In this study, we first mapped PTM sites to the 3D structures of proteins, and adopted multiple methods to describe the structural characteristics of PTM sites in tertiary structures. Already, studies are emerging that use similar methods to investigate PTM; for example, Karabulut and Frishman’s study [60] that utilizes spatial amino acid composition to identify acetylation sites. However, by employing several different approaches and considering several structural characteristics of a variety of PTM sites associated with drug-target binding and PPI, this work can effectively facilitate the functional study of various types of PTM. Indeed, the reliability of our analysis can be supported by the fact that other studies also identified some of the drug-binding and PPI associated PTM sites uncovered in our investigation.

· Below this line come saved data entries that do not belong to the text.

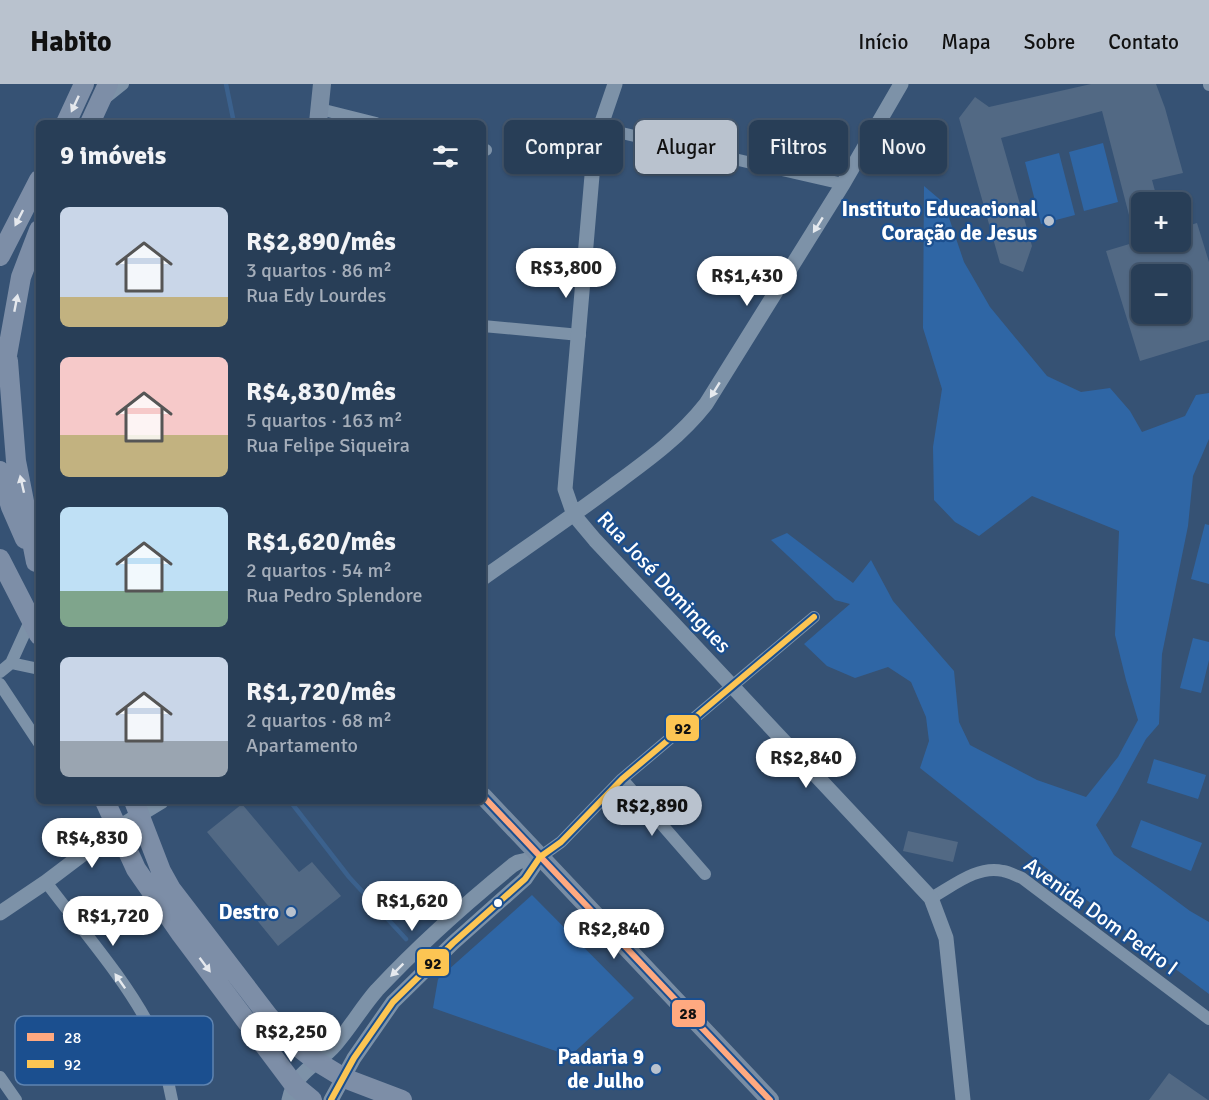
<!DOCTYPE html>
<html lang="pt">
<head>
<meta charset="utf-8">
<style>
	:root { --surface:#283e57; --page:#344961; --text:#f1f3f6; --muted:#a5aeba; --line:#44576d; --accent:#b9c2ce }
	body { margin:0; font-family:Signika,sans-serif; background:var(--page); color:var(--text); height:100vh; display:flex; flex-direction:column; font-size:22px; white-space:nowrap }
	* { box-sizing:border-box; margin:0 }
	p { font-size:20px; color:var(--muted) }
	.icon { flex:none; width:33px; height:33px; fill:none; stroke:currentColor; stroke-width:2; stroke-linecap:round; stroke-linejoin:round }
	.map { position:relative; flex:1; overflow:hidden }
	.sheet { position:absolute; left:36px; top:36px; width:450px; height:684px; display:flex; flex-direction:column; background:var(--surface); border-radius:9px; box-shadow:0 2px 4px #0004,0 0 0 2px var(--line) }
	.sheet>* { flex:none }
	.banner { position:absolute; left:504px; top:36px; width:570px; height:54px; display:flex; gap:12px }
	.controls { position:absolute; left:1131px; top:108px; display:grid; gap:12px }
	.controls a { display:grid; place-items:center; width:60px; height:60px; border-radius:9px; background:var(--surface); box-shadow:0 2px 4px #0004,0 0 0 2px var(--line); font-size:30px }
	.price { position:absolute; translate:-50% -51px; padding:0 14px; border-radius:21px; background:#fff; color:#222; font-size:20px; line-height:39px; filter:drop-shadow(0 2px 3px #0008) }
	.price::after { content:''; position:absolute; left:50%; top:36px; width:18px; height:14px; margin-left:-9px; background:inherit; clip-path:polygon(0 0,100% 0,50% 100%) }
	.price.on { background:var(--accent); color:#111 }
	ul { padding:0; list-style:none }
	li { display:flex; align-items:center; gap:18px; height:150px; padding:0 24px }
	li span { display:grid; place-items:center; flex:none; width:168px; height:120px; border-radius:9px; color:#555 }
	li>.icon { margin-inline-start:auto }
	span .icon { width:72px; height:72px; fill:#fffc; stroke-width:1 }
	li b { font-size:26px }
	h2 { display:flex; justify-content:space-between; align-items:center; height:72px; padding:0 24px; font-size:26px }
	.pill { padding:0 21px; border-radius:9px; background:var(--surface); box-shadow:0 2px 4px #0004,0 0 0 2px var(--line); font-size:21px; line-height:54px }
	.pill.on { background:var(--accent); color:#111 }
	header { display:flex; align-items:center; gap:36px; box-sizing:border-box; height:84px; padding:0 30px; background:var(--accent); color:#111 }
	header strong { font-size:28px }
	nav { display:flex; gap:33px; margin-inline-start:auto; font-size:21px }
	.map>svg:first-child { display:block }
	.green { fill:#2f66a5 }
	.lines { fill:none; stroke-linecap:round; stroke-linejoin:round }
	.stream { stroke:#3b618d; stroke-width:4.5 }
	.building { fill:#526984; fill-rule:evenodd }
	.minor { stroke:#7d92a8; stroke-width:12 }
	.tertiary { stroke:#7d92a8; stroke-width:15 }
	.secondary { stroke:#798da4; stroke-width:18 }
	.primary { stroke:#7d8ea7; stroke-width:20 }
	.bus-1-casing { stroke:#1b4f8f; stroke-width:10 }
	.bus-2-casing { stroke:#1b4f8f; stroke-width:10 }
	.bus-1 { stroke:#ffa980; stroke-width:6 }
	.bus-2 { stroke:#fcc553; stroke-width:6 }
	.oneway { fill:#e5e8ed }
	.oneway2 { fill:#e5e9ee }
	.poi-dot { fill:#b9c2ce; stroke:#1b4f8f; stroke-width:2 }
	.bus-dot { fill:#fff; stroke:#1b4f8f; stroke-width:2 }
	.labels { text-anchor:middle; stroke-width:4.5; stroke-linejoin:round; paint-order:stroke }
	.poi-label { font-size:21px; font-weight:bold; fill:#fff; stroke:#1b4f8f; text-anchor:end }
	.street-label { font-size:21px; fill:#fff; stroke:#1b4f8f }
	.key { fill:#1b4f8f; stroke:#5f84b1; stroke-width:1.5 }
	.key-label { font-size:16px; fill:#fff }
	.line-badge { stroke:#1b4f8f; stroke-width:2 }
	.pale-badge-label { font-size:16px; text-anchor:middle; font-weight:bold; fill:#111 }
</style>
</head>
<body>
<header>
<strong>Habito</strong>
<nav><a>Início</a><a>Mapa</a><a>Sobre</a><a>Contato</a></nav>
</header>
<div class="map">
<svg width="1209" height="1016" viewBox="0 0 1209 1016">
	<rect width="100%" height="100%" fill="#365274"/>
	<path class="green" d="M1103,59l15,59 -34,9 -15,-59z
		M1059,69l16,62 -34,9 -16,-62z
		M924,102l20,17 20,59 26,45 57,69 34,16 29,-4 20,23 12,21 43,-16 11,-21 13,-2v46l-16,37 -5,50 -26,128 -3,70 -13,15 -29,53 -21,33 18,30 76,56 19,11v72l-63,-47 -226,-179 9,-27 -3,-24 -15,-35 -23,-15 -33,11 -28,-12 -23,-22 46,-40 -15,-4 -64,-60 16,-7 66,50 18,-23 22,41 61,70 5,51 11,23 67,35 49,17 32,-40 20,-37 -12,-40 -11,-45 4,-104 -87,-35 -53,40 -24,-14 -21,-22 -1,-53 9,-58 -19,-61z
		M1205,440l4,1v59l-18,-5z
		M1193,554l16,4v18l-8,33 -21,-5z
		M1154,675l52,16 -8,24 -51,-16z
		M1141,736l61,23 -11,28 -60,-24z
		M532,811l102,103 -64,58 -137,-48 5,-29z"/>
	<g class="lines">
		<path class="stream" d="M226,0l8,39
			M290,717l59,76 57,62"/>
	</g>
	<path class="building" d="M1091,0h65l9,24 18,65 -31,7 6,22h-16v40h38v-14l17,-5 12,39v78l-69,21 -34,-110 30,-9 -34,-131 -101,27 31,108 -9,26 -23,-9 -41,-145 16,-21 14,10zM1142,190h38v40h-38z
		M242,720l57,68 13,-10 29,34 -63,50 -22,-27 14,-11 -63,-76z
		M908,747l50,11 -5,20 -50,-11z
		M1169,989l39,27h-59z"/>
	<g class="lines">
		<path class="minor" d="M1209,0v1
			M103,16l20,-16
			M320,25l56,14
			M600,44l243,56
			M483,65l3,1
			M483,242l97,9
			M11,579l28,6
			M0,588l11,-9 20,-44
			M0,600l39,59
			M622,695l83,95
			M540,773l21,-15 61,-63 192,-162
			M46,798c35,47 78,95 105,147 11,22 16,47 21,71
			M931,814c22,-12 46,-33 72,-27 7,1 13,5 19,7l187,141
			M0,993l16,23"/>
		<path class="tertiary" d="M615,0l-15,44 -7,36 -28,325 9,26 21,25 336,358 15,40 17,162
			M483,494c44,-31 88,-61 131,-93 34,-25 66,-48 92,-81l137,-220 58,-100
			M0,829l46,-31 70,-53 46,-28
			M289,1016c6,-29 30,-36 46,-55 15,-17 27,-38 42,-55 42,-45 88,-86 136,-125l5,-3 22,-5
			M331,1016l23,-42 39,-56 60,-59 72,-64 15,-22"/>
		<path class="secondary" d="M318,39l4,-39
			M483,712l287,304"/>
		<path class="primary" d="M66,39l18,-39
			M90,39l18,-39
			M0,172l39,-76
			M8,277l8,100 20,101
			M4,288l17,-95 18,-47
			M0,387l11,36 14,32
			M0,475l39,76
			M105,717l31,68 45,65 114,152 17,14
			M134,717l27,70 10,18 98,128 28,29 19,15 28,17 58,22"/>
		<defs>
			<path id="bus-1" d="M483,712l287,304"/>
			<path id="bus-2" d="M331,1016l23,-42 39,-56 60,-59 72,-64 15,-22 21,-15 61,-63 192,-162"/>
		</defs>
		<use href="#bus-1" class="bus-1-casing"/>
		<use href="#bus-2" class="bus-2-casing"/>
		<use href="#bus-1" class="bus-1"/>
		<use href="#bus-2" class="bus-2"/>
	</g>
	<defs><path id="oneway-solid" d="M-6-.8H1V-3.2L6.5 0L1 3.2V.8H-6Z" transform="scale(1.5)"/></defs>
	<g class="oneway">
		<use href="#oneway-solid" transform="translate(75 20) rotate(115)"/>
		<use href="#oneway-solid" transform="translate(19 134) rotate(117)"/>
		<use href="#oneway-solid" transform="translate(16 219) rotate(-79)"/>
		<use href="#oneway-solid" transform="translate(22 400) rotate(-103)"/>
		<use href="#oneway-solid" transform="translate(205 881) rotate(53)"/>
	</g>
	<g class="oneway2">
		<use href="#oneway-solid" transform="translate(818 141) rotate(122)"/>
		<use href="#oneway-solid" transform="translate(715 306) rotate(122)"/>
		<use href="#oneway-solid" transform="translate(397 886) rotate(135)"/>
		<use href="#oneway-solid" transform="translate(120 897) rotate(-125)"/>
	</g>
	<g class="poi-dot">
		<circle cx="1049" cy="137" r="6"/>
		<circle cx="291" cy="828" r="6"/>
		<circle cx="656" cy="985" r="6"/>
	</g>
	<circle class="bus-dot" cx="498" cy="819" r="5"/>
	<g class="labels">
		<g class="poi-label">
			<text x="1037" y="132">Instituto Educacional<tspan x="1037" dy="24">Coração de Jesus</tspan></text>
			<text x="279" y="835">Destro</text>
			<text x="644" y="980">Padaria 9<tspan x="644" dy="24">de Julho</tspan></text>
		</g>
		<g class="street-label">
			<text transform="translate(664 498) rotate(47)" y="7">Rua José Domingues</text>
			<text transform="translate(1101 832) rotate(36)" y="7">Avenida Dom Pedro I</text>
		</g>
	</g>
	<rect x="15" y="932" width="198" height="69" rx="9" class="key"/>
	<rect x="27" y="949" width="27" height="8" fill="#ffa980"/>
	<rect x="27" y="976" width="27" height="8" fill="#fcc553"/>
	<g class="key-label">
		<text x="64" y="959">28</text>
		<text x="64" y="986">92</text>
	</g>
	<g class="line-badge">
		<rect x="665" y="630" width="35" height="28" rx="6" fill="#fcc553"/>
		<rect x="416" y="864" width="34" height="29" rx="6" fill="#fcc553"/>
		<rect x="671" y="915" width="35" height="29" rx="6" fill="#ffa980"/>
	</g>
	<g class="pale-badge-label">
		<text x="683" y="650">92</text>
		<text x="433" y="885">92</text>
		<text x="688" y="935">28</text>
	</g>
</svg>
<div class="controls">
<a>+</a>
<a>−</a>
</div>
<b class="price" style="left:566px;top:215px">R$3,800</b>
<b class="price" style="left:747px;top:223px">R$1,430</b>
<b class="price" style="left:806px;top:705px">R$2,840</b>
<b class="price on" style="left:652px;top:753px">R$2,890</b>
<b class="price" style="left:92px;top:785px">R$4,830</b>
<b class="price" style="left:412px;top:848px">R$1,620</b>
<b class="price" style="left:113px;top:863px">R$1,720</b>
<b class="price" style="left:614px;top:876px">R$2,840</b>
<b class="price" style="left:291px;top:979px">R$2,250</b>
<div class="banner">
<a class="pill">Comprar</a>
<a class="pill on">Alugar</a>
<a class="pill">Filtros</a>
<a class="pill">Novo</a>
</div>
<section class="sheet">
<h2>9 imóveis<svg class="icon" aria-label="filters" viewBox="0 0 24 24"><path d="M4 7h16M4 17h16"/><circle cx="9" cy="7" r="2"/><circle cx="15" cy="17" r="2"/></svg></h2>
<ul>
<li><span style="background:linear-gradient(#c9d6e8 75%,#c2b280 0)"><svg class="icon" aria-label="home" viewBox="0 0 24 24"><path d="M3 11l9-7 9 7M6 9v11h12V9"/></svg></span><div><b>R$2,890/mês</b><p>3 quartos · 86 m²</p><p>Rua Edy Lourdes</p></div></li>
<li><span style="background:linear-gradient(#f6c9c9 65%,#c2b280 0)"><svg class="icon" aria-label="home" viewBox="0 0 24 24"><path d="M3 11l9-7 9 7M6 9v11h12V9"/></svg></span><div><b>R$4,830/mês</b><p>5 quartos · 163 m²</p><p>Rua Felipe Siqueira</p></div></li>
<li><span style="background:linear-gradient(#bfe0f5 70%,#7fa58c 0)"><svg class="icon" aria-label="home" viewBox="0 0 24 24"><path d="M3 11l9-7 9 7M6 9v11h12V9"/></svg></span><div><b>R$1,620/mês</b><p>2 quartos · 54 m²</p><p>Rua Pedro Splendore</p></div></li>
<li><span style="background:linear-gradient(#c9d6e8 70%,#9aa5b1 0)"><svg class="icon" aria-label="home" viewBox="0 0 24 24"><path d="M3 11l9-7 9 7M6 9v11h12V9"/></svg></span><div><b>R$1,720/mês</b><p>2 quartos · 68 m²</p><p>Apartamento</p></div></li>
</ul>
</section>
</div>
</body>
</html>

Our approach has the potential to be applied on drug design, which often centers around the influence of amino acid mutation on the effect of a drug. However, PTMs are also affected by changes in the amino acid sequence. Our study indicates that PTMs can be crucial to a drug’s effect on a structural level, and knowing PTM sites associated with protein-protein interaction is helpful for understanding the biological mechanisms involving these PTM sites.

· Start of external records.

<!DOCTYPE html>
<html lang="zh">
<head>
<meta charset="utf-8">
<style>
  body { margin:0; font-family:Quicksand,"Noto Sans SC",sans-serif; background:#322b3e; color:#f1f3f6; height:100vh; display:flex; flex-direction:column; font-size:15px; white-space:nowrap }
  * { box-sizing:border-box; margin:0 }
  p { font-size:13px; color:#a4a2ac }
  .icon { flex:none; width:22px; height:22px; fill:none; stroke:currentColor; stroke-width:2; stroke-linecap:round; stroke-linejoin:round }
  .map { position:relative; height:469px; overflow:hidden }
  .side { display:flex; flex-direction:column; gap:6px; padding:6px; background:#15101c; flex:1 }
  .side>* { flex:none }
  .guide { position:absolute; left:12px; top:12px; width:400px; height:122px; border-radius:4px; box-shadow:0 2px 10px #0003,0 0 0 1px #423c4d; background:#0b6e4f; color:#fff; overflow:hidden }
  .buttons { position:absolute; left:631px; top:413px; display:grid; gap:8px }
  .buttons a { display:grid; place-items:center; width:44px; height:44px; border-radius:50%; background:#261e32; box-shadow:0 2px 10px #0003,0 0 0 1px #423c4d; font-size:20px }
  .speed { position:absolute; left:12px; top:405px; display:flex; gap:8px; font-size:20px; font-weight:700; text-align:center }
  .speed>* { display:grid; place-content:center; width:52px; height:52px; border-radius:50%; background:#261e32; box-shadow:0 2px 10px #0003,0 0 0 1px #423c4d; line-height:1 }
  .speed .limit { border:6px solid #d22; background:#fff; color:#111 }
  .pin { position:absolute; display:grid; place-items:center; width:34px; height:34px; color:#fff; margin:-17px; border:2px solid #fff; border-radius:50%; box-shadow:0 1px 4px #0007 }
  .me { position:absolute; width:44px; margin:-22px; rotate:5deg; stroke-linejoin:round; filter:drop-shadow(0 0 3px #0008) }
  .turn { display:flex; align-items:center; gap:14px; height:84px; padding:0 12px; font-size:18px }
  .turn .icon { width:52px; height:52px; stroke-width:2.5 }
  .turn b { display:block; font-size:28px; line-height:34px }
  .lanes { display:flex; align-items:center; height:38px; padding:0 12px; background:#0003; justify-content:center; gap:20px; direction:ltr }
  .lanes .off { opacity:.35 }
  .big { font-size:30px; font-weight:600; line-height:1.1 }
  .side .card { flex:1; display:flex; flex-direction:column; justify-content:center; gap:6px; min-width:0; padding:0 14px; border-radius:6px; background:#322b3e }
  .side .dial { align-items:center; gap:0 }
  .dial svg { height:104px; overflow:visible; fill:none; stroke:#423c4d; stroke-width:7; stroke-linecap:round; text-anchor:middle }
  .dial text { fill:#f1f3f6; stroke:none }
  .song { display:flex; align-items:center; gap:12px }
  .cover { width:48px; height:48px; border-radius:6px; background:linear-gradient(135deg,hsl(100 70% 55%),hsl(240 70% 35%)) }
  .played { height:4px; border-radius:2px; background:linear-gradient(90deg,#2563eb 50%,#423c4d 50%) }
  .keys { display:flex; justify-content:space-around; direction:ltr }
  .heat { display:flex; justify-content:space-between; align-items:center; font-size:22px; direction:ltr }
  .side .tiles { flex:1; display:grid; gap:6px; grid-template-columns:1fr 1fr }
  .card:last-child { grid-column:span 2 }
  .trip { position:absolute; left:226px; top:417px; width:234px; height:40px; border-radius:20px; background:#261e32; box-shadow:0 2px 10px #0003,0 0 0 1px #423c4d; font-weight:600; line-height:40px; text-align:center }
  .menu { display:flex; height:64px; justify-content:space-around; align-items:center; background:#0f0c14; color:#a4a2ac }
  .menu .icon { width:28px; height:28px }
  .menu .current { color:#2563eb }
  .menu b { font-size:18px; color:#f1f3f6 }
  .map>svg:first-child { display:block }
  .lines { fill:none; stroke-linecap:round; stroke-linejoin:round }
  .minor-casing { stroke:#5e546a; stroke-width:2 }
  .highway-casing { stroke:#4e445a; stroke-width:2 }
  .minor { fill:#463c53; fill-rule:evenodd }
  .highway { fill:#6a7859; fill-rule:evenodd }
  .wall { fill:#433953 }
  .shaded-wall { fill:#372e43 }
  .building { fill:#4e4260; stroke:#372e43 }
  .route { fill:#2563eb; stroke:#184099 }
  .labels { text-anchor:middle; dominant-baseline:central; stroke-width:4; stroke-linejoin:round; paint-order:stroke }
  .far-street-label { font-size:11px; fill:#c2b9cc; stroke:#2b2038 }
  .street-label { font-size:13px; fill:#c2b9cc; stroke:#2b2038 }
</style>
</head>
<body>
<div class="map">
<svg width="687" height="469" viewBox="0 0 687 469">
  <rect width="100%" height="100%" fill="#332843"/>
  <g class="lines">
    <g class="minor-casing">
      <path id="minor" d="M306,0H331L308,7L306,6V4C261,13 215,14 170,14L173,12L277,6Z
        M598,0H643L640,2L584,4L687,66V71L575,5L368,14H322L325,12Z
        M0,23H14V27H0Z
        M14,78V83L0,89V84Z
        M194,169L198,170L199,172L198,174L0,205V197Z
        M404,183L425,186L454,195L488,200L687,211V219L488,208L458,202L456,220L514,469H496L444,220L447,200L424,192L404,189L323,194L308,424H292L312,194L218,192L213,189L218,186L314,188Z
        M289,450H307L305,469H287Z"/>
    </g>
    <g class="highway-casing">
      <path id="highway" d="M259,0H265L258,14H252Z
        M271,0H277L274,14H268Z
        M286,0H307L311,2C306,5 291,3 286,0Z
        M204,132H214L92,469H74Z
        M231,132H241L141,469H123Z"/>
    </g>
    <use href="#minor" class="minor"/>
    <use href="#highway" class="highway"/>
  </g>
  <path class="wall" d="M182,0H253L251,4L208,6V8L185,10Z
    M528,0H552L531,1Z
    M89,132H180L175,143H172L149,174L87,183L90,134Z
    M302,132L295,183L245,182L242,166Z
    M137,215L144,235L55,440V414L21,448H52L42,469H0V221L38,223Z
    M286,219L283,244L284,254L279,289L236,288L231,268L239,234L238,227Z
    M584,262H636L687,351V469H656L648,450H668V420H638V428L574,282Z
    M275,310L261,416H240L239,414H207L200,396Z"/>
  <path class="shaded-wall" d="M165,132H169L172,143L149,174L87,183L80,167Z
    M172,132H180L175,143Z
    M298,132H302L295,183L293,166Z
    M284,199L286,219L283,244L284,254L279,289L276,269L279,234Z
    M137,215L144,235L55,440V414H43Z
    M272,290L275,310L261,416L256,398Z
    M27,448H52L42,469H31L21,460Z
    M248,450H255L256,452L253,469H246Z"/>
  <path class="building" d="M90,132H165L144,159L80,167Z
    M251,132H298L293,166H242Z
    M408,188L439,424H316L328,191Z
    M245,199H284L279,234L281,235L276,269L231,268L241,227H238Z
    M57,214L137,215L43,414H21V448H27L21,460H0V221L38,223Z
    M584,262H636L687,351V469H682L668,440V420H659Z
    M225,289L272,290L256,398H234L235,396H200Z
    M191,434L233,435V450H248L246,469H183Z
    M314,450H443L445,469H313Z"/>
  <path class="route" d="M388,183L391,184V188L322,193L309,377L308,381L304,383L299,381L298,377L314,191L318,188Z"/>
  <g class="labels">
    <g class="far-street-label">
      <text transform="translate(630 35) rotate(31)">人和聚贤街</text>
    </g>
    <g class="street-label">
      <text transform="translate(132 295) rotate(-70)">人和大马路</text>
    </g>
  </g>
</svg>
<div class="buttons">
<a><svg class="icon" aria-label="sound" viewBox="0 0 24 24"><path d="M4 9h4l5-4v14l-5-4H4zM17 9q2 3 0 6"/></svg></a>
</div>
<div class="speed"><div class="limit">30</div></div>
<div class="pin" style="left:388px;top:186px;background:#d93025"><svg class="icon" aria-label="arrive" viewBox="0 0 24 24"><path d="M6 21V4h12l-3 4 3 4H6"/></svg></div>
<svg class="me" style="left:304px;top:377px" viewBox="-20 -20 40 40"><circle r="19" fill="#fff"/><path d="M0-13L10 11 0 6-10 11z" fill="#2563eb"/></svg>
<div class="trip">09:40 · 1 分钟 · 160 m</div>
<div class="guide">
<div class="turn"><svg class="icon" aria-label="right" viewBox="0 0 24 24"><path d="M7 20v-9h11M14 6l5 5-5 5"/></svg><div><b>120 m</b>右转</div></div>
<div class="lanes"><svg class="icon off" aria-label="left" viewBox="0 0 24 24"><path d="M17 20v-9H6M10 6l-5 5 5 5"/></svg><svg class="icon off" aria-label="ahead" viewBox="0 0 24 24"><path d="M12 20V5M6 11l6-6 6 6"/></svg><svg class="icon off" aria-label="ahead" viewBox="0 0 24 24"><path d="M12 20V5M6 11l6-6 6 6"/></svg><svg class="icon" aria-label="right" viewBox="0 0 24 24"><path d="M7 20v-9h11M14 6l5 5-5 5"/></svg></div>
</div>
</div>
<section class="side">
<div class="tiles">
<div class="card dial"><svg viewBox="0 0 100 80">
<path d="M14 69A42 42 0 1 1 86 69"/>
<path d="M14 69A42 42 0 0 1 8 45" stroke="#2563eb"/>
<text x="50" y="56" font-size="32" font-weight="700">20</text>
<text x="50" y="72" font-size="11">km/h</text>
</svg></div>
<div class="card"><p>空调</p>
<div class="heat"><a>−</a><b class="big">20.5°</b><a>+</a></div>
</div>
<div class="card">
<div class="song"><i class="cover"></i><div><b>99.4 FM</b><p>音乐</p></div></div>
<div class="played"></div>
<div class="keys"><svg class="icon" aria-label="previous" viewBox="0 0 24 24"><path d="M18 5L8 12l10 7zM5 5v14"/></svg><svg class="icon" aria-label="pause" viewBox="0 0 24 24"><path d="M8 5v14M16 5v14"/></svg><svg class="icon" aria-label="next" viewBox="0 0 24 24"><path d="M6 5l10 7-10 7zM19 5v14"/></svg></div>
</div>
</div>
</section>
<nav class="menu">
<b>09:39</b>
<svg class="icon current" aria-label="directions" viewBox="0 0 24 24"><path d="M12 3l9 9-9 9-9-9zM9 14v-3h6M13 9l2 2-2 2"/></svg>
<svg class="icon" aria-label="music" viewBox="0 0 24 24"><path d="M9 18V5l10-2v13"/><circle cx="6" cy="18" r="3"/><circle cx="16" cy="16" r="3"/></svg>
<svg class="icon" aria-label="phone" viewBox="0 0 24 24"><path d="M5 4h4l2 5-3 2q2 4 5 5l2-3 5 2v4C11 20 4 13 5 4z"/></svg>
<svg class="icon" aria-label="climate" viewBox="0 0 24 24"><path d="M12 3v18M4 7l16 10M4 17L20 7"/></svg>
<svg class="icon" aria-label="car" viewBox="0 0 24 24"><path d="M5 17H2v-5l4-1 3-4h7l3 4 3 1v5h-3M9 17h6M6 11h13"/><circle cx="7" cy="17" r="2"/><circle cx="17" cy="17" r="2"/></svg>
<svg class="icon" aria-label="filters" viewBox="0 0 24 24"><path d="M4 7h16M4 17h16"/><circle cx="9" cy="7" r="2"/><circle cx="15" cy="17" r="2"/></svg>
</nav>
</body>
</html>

For situations where information regarding the protein’s structure is lacking, we attempted to overcome this limitation with molecular docking. According to the latest statistics from the PDB in 2016, there are over 122,000 records for protein structures. Although the number of annotated PDB structures is increasing rapidly, information of structural proteins is still limited. When cross-referenced with annotations on UniProtKB, it was found that only 23,605 out of 551,705 reviewed proteins and 12,165 out of 114,895 PTM proteins have crystal structure information, respectively. Some proteins only have partially annotated crystal structure related to specific fragments in their sequences such that it was impossible to map the PTM sites to these proteins’ 3D structures. For example, the ankyrin-3 protein have 16 experimental and 17 putative PTM sites within its sequence of 4377 amino acids, but only the region between amino acid 4088 and 4199 has annotated crystal structure. As a result, only one PTM site could be mapped to this structure. This limitation may affect the reliability of comparison among PTM sites.

CruxTPM is a novel, integrative web platform for the analysis of PTMs and their biological roles in a 3D structural context. It enables the structural characterization and 3D visualization of PTM sites, as well as the investigation of their relationship with drug-target binding and PPI. The tool also provides interactive function like drug structure search, PTM modified structure visualization, online small molecule docking, etc. We hope this study and analytical platform can help enhance the understanding of the biological mechanisms associated with PTMs and improve the efficiency of drug design.